If there is a buzzword for the modern team environment, it’s ‘culture’. That’s a short way of saying ‘these are the expectations, they are the same for every player, you either sign on or ship out’. But some of the greatest teams have layer upon layer of dysfunction that rails against the idea of homogeneous personalities and renditions of folk songs around the camp fire. More important was the collective goal and the standards required for that to be achieved. For Jordan, as long as Dennis Rodman rebounded like a freak and exuded defensive energy, he could be forgiven his imperfections and mid-season Vegas jaunts. Winning always trumps controversy. And while he always wanted the spotlight, there was little question Jordan knew the value of the his support cast. John Paxson was among his best friends of that era and after, some some tense moments in early practice, outside gunner Steve Kerr became a valued ally. We’re too quick to undersell those types of contributors these days.

Michael Jordan chats with Tiger Woods at a pro-am event in 2007.

Michael Jordan chats with Tiger Woods at a pro-am event in 2007. Credit:AP


In a prophetic piece to camera, the NBC broadcaster Bob Costas had this to say soon after the sixth and final championship was decided: “Even on the best teams, there is now so much turnover it’s becoming ever-harder to follow and identify with teams. Loyalty has been fragmented, which brings us to an under-appreciated aspect of this golden era in the NBA.

“It hasn’t just been Bird, Magic and Michael. It was the whole recognisable cast around them that gave the Celtics, the Lakers and the Bulls their texture and made following them all the more interesting.

“We’ll see championship teams in the future, but will see teams that endure this way?”

In the NBA’s superteam era, this resonates even more, as it does across sport in general, which has become more transient and transactional as the years pass. Costas pointed out that the Utah Jazz, who twice lost in the NBA finals at the hands of the Bulls, were headed by John Stockon and Karl Malone, who played together for more than a decade. That sort of longevity across a league breeds deep-seated rivalries and narratives that embellish every outcome they surround.


One of the takeouts, from a 2020 perspective, is the mind-bending amount of media Jordan did during his career. And not only that, his candid answers made much of it compelling, even if the beat reporters of the day would have just treated much of it like the regular fare. If he didn’t want to talk about Scottie Pippen’s potential trade, he just said so and told the reporters to go ask the man himself. If he had a message he wanted to get across, he spoke out. In engaging so much, Jordan was able to help shape his own narrative and some of those that covered his career, like broadcaster Ahmad Rashad, would become trusted confidants and friends. It wasn’t just on camera; Jordan once called over a writer from the Chicago Tribune after practice to let him know that some comments about Paxson were designed to fire him up, not as a stinging critique. He didn’t want a correction, he just wanted to let the reporter know his motivations.
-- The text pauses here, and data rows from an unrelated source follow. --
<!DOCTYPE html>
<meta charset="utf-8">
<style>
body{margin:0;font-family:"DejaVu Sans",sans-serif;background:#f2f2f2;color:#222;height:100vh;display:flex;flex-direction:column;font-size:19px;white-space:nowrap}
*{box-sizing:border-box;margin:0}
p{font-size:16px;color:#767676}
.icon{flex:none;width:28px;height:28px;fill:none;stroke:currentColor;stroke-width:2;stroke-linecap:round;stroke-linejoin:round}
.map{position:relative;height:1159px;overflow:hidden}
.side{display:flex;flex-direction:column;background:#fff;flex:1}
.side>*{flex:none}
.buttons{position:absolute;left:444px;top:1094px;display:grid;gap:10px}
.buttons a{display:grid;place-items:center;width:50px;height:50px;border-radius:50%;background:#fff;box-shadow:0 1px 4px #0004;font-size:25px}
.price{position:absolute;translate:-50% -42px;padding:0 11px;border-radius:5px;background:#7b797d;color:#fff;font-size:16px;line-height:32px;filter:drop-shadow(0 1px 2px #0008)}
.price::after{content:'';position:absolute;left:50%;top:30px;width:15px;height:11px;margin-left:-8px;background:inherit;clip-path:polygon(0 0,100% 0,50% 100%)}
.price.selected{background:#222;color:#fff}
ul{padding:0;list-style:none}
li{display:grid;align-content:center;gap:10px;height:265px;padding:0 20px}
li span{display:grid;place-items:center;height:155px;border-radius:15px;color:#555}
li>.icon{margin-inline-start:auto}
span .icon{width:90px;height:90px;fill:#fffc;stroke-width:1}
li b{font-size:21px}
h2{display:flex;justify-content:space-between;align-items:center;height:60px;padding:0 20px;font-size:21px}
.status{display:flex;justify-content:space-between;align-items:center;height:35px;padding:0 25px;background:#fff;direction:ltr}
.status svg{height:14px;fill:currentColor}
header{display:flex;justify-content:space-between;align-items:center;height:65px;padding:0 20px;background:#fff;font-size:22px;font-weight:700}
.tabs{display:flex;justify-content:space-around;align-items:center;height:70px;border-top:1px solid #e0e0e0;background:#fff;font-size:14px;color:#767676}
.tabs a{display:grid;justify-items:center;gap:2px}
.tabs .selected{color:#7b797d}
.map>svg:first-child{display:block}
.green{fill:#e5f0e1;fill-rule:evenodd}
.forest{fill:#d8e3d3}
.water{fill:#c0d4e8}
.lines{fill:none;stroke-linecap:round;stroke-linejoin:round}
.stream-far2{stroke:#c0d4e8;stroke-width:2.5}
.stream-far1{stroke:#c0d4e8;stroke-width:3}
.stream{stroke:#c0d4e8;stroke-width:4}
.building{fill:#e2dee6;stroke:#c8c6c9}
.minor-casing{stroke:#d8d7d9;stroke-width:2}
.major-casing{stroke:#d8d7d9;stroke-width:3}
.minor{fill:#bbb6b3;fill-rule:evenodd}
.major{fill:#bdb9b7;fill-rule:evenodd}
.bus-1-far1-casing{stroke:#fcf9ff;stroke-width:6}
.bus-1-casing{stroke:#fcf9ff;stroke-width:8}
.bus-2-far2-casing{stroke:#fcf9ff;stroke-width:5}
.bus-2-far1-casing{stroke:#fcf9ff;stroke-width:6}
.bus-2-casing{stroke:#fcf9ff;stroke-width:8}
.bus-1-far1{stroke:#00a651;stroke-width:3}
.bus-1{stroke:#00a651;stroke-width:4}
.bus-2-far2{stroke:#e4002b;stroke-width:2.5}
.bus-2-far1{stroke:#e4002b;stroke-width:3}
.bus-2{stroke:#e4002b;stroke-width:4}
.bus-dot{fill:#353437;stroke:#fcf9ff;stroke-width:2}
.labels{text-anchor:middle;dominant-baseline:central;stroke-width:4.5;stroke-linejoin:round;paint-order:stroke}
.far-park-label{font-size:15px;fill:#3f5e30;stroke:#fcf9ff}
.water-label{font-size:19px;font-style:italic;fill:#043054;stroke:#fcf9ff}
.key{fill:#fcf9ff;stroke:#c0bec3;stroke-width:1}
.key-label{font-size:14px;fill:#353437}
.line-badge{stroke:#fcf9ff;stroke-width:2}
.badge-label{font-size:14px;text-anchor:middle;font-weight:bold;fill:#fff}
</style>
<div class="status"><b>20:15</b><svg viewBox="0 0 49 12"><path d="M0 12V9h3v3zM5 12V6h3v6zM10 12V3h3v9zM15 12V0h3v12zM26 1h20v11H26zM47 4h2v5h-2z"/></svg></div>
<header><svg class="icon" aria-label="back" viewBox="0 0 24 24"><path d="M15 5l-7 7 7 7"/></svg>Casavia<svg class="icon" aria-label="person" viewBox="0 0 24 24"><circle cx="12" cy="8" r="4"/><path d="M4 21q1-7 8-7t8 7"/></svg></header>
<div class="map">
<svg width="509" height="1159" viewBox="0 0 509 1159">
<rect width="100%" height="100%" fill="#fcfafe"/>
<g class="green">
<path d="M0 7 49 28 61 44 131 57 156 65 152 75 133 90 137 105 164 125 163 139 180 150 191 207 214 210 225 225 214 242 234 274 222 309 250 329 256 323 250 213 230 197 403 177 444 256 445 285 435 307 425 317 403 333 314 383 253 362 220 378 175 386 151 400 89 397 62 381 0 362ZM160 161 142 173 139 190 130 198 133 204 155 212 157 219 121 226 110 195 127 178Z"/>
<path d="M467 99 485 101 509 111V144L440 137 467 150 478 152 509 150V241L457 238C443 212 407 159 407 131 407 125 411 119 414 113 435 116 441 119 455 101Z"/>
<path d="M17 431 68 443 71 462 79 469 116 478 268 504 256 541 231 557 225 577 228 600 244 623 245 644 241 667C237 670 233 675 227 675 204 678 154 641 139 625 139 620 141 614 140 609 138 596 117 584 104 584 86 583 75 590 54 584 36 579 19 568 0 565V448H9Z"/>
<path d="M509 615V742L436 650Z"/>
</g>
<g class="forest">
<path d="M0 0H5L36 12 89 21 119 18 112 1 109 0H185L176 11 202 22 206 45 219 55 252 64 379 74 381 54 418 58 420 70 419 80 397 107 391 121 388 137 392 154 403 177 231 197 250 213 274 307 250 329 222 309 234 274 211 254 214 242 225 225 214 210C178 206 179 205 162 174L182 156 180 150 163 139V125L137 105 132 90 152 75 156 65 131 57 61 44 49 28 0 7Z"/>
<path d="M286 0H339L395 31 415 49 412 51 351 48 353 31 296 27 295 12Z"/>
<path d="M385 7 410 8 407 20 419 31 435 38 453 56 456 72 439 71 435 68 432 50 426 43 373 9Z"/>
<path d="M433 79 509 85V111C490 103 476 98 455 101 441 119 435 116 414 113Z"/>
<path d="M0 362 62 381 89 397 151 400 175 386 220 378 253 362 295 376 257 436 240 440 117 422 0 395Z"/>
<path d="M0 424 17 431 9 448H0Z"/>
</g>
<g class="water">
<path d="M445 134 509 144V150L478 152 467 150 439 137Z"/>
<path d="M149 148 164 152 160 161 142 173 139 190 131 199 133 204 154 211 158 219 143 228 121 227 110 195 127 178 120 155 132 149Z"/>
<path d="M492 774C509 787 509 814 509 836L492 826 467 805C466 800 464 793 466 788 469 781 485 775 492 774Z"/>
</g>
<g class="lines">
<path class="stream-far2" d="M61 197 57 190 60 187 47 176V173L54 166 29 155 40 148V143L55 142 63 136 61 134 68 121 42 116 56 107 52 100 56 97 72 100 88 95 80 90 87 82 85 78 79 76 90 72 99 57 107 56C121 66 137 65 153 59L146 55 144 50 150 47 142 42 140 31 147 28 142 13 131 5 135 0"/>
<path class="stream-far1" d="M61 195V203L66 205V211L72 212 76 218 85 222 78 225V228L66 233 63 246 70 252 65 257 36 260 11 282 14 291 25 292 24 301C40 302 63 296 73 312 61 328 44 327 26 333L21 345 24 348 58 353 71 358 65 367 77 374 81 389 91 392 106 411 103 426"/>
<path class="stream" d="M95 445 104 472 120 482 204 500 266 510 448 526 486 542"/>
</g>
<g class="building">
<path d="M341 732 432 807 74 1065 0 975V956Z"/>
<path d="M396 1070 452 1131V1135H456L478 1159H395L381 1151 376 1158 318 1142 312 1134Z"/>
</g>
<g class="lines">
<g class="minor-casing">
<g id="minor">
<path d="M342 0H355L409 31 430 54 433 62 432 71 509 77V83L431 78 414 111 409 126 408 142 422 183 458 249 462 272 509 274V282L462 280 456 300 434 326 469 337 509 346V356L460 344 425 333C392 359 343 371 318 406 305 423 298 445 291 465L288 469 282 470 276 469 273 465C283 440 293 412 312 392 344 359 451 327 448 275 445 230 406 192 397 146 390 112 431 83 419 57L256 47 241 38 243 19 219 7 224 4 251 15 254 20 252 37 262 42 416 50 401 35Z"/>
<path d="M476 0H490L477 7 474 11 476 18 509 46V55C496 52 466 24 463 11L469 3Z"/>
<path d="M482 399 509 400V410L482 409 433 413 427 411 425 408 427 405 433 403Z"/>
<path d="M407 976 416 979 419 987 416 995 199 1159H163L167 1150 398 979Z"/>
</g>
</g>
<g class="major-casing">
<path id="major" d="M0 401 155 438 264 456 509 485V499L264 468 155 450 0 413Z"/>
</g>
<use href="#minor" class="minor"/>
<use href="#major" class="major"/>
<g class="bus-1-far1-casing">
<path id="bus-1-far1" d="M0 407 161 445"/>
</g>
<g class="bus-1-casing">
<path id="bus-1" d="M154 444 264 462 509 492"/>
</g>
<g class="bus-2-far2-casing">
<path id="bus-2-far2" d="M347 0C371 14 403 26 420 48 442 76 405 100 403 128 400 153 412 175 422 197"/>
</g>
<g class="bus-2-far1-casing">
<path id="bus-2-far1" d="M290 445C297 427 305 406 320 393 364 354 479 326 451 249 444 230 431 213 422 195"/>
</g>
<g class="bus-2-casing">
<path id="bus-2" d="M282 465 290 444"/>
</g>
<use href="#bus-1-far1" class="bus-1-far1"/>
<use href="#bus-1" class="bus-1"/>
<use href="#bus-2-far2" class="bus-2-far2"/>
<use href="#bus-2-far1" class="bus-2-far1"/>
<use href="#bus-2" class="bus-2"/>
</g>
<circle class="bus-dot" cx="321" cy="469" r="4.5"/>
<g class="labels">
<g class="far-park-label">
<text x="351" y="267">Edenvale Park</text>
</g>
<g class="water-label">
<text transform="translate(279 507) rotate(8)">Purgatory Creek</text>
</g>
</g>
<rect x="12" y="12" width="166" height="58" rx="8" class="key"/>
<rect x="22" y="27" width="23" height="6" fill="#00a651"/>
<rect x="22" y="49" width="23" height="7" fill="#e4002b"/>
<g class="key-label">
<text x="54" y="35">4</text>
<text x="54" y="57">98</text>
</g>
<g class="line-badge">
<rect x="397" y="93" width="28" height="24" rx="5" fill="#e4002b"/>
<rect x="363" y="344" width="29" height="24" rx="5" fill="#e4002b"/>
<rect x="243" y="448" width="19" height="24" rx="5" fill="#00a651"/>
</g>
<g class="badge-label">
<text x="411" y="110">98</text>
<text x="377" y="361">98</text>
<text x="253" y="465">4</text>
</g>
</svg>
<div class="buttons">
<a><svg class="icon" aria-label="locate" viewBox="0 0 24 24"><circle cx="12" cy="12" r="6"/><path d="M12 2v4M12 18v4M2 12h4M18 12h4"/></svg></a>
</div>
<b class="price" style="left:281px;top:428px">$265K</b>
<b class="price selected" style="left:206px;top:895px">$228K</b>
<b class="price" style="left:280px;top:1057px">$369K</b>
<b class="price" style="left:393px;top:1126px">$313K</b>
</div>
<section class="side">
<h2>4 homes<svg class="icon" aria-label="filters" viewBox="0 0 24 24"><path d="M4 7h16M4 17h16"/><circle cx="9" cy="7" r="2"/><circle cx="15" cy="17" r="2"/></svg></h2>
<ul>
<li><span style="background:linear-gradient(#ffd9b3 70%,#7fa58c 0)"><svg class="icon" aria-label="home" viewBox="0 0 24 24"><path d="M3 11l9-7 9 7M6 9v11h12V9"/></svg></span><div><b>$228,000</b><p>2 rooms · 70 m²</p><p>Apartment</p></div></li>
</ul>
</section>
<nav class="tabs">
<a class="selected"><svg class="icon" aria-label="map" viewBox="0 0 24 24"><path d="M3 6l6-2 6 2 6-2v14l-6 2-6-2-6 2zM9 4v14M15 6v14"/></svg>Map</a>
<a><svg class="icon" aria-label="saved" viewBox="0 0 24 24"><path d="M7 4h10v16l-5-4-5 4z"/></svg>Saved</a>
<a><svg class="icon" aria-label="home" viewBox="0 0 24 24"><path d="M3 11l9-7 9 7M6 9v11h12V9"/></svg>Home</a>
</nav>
In the pre-social media age, you can see the benefits of speaking, talking, communicating in person, not through the blase lens of an Instagram post. It has so much more impact.


Sport is better when the rivalries and relationships are real. It mirrors our regular lives and makes it all so much more relatable. Jordan and the Bulls had genuine grudges against rival teams like Detroit and New York and you could see it play out on court. The emotion made it engrossing; it’s why State of Origin works so well here in Australia, why derbies work so well in football, and the matches are often so mind-bendingly watchable. It’s also why it’s virtually impossible to get amped about a match when the entire prelude consists of opposition players talking about how much respect they have for everyone and how wonderful they all are (I’m looking at you, Super Rugby). Can that sort of perceivable ill-feeling still exist in the slick production that is sanitised modern sport? In terms of the NBA, Sacramento’s Harrison Barnes isn’t so sure: “I’m not saying it can’t happen in this period,” he told The Ringer. “But a lot of those teams they were going against, they were established, doing this for longer periods of time. And I feel like your team, your squad, your guys, that was built up over years and years of just being in the trenches.”